Opinion America is walking away from the system it created
This week, Trump, through a series of Executive Orders, may now have undermined the global political order even further through his decision to withdraw from 66 global organisations dealing with issues from gender rights to migration to climate change
The adverse impact of prior American bilateral aid cuts under this administration is already being felt across many parts of the Global South. Even before Allied armies swept across Europe and were joined by their Soviet counterparts from the Eastern Front, the US had taken the lead to forge a set of global institutions both political and economic to structure the post-war global order. To that end, it had convened a meeting in San Francisco in June 1945 to create a new international organisation, the United Nations.
Earlier in July 1944, it had convened a conference in Bretton Woods, New Hampshire, to create a set of global monetary institutions. These institutions, most notably the World Bank and the International Monetary Fund, would prevent the adoption of the “beggar-thy-neighbour” policies of the late 1920s, which had contributed to the Great Depression.
The UN, as well as the many organisations under its aegis, has not lived up to the promise that it held when it was founded. However, on balance, it is hard to argue that it has not been a force for the betterment of humanity. And even though Richard Nixon in 1971 unilaterally undermined some of the key tenets of the Bretton Woods system, including the pegging of the dollar to gold, many of its key features nevertheless remained intact. During the Cold War, the Soviet Union and its allies chose not to be part of this global system. Nevertheless, the Bretton Woods system, warts and all, did contribute to a large degree of global prosperity.
The US did not always adhere to the key principles of these two systems that it had created. Examples of American deviance from the core premises of these two global institutional and normative arrangements were indeed legion. However, apart from periodic withdrawals from specific organisations such as UNESCO under Ronald Reagan in 1984, the US, albeit grudgingly, helped undergird both these two overarching global entities. Several US administrations, mostly Republican, often complained about many of the shortcomings of the UN system and, on occasion, briefly withheld dues that the country had been assessed.
Both those architectonic structures are now at risk of unravelling thanks to the policy choices of the Donald Trump administration. The global trading system, of course, had been under assault since Trump assumed office for a second, non-consecutive term in January 2024. As is altogether well-known, his feckless use of tariffs to extract concessions from friends and foes alike has wreaked havoc across the global trading system.

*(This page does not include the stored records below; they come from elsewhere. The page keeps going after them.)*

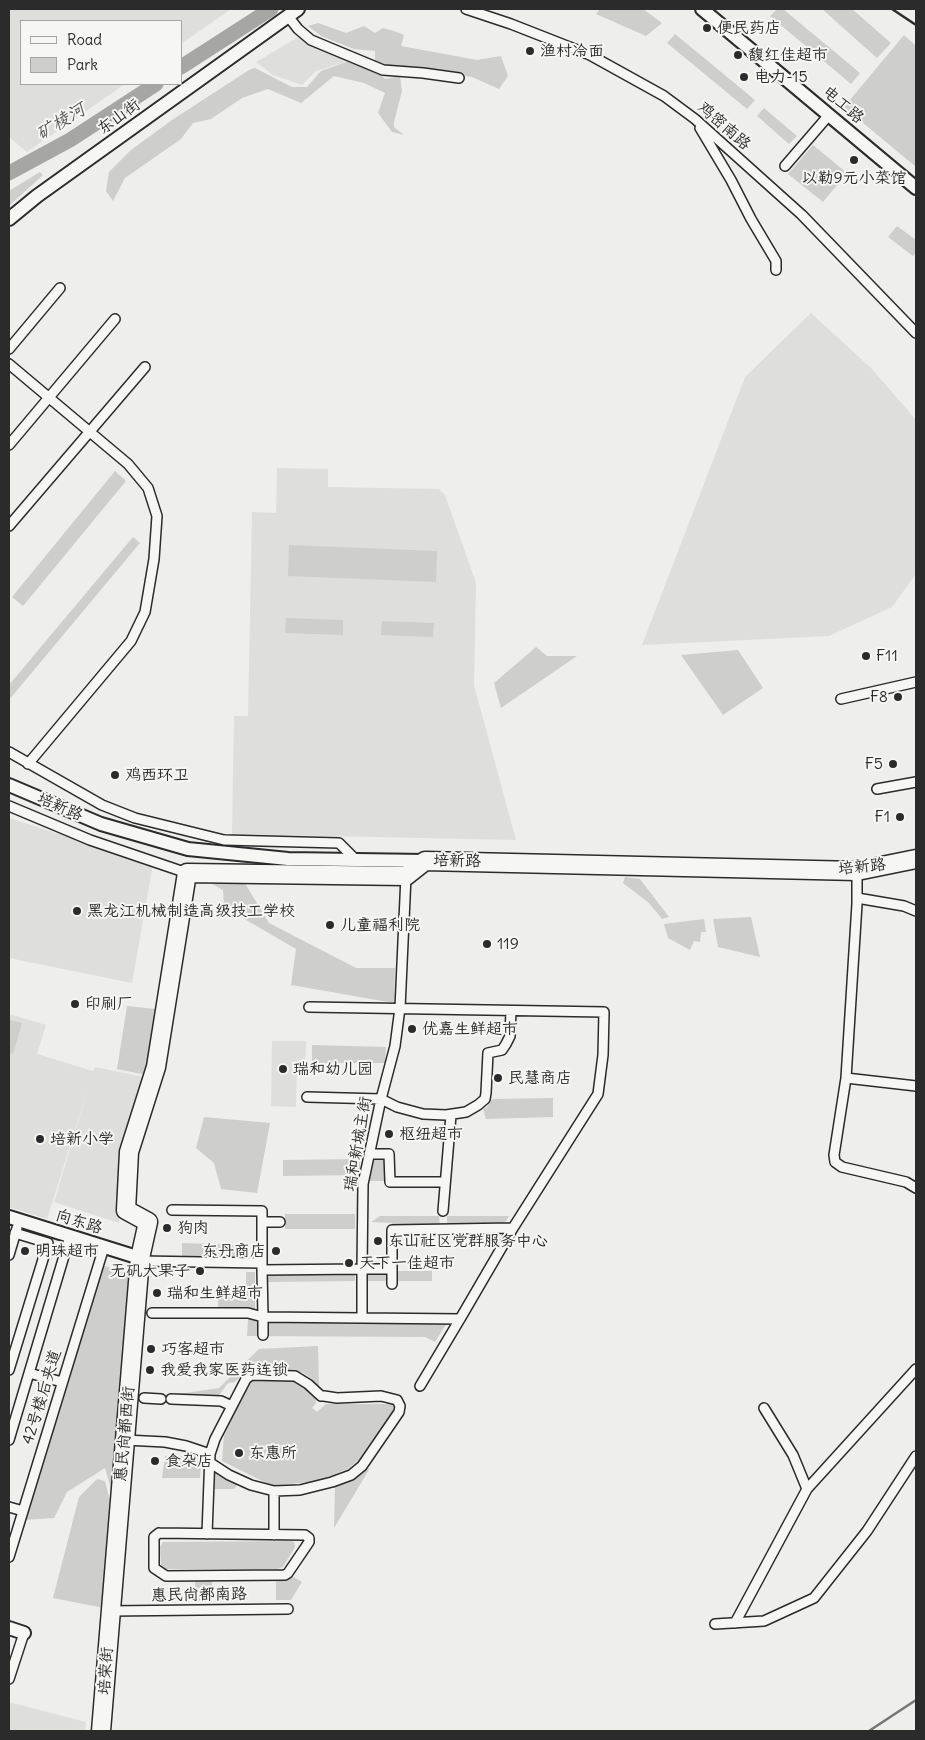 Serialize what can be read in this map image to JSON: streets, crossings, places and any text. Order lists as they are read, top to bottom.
{
  "streets": {
    "highway": ["培新路", "惠民尚都西街", "培荣街"],
    "main road": ["电工路", "东山街", "向东路"],
    "street": [
      "鸡密南路",
      "瑞和新城主街",
      "42号楼后夹道",
      "惠民尚都南路"
    ]
  },
  "crossings": [
    ["向东路", "42号楼后夹道"],
    ["向东路", "惠民尚都西街"],
    ["惠民尚都西街", "惠民尚都南路"],
    ["惠民尚都西街", "培荣街"],
    ["惠民尚都南路", "培荣街"]
  ],
  "water": ["矿棱河"],
  "places": [
    "便民药店",
    "渔村冷面",
    "馥红佳超市",
    "电力-15",
    "以勒9元小菜馆",
    "F11",
    "F8",
    "F5",
    "鸡西环卫",
    "F1",
    "黑龙江机械制造高级技工学校",
    "儿童福利院",
    "119",
    "印刷厂",
    "优嘉生鲜超市",
    "瑞和幼儿园",
    "民慧商店",
    "枢纽超市",
    "培新小学",
    "狗肉",
    "东山社区党群服务中心",
    "明珠超市",
    "东丹商店",
    "天下一佳超市",
    "无矾大果子",
    "瑞和生鲜超市",
    "巧客超市",
    "我爱我家医药连锁",
    "东惠所",
    "食杂店"
  ],
  "legend": ["Road", "Park"]
}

This week, Trump, through a series of executive orders, may now have undermined the global political order even further through his decision to withdraw from 66 global organisations dealing with issues from gender rights to migration to climate change. His stated rationale for doing so was that in his judgement, American support for these organisations ill-served the country’s national interests. This decision came, of course, in the wake of the blatant violation of Venezuela’s sovereignty, when US forces abducted the sitting president, Nicolás Maduro, to stand trial on drug-running charges in New York. It is obviously possible to argue that Maduro’s legitimacy as the country’s president was questionable given his dubious path to high office. Nevertheless, the manner of his removal violated entire swaths of international law.

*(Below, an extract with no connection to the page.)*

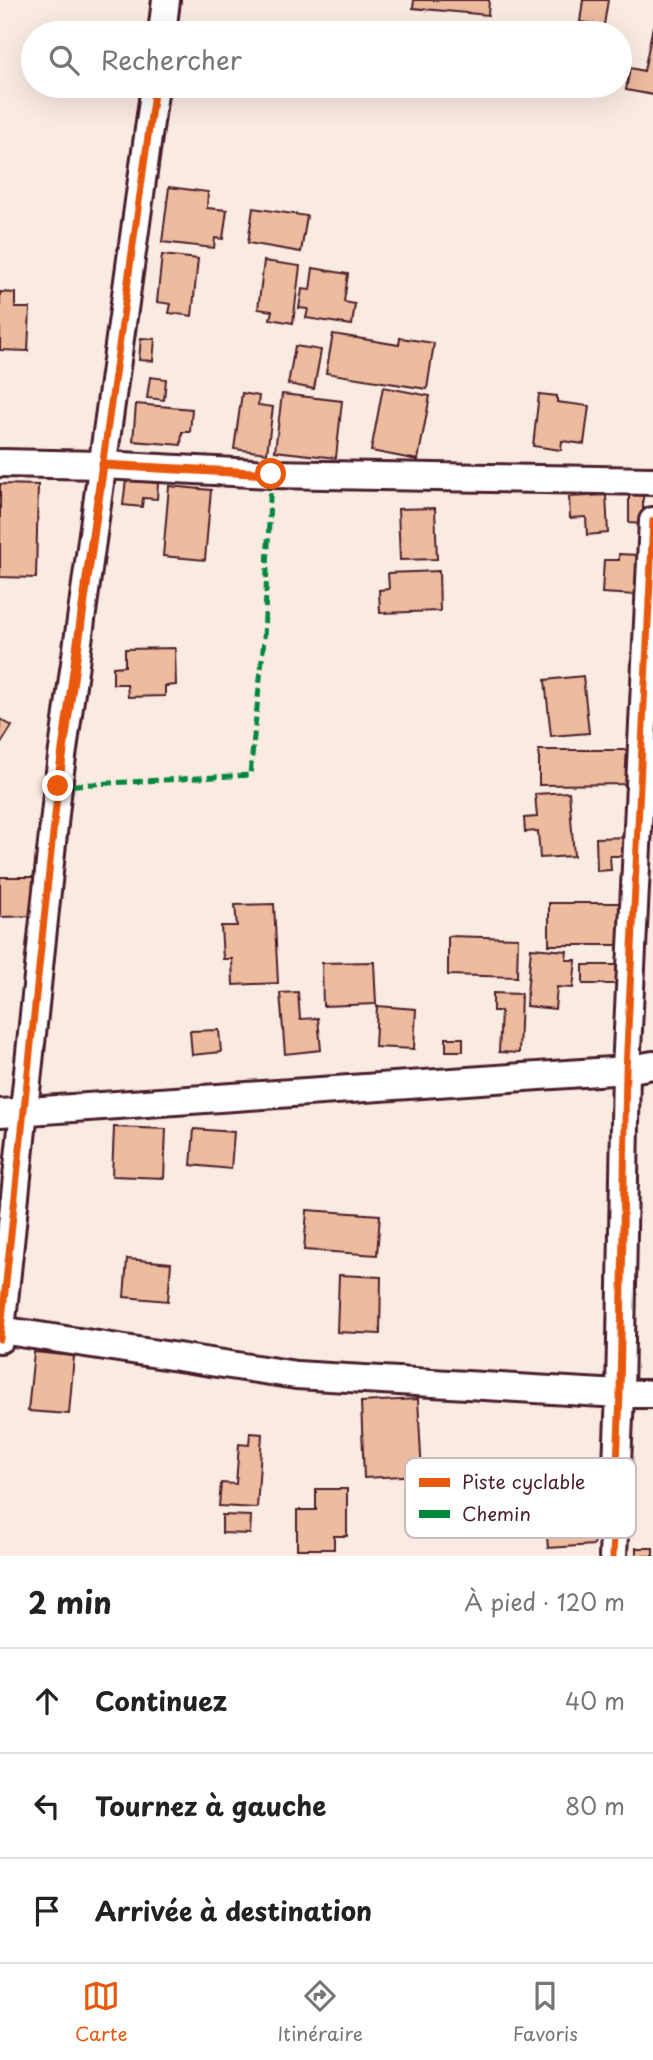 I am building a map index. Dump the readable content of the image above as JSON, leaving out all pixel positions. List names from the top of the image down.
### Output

The adverse impact of prior American bilateral aid cuts under this administration is already being felt across many parts of the Global South. The US withdrawal from these various organisations will, in considerable measure, undermine their efficacy. No other major power has either the will or the capacity to step into the breach. China, which has surplus resources, for wholly self-serving reasons, may partially address the gaps that will now emerge. However, it does not have either the normative or institutional commitments to sustain the functioning of these organisations. Trump’s abrupt, callous decision to walk away from longstanding American commitments will only lead to a harsher and more unjust world.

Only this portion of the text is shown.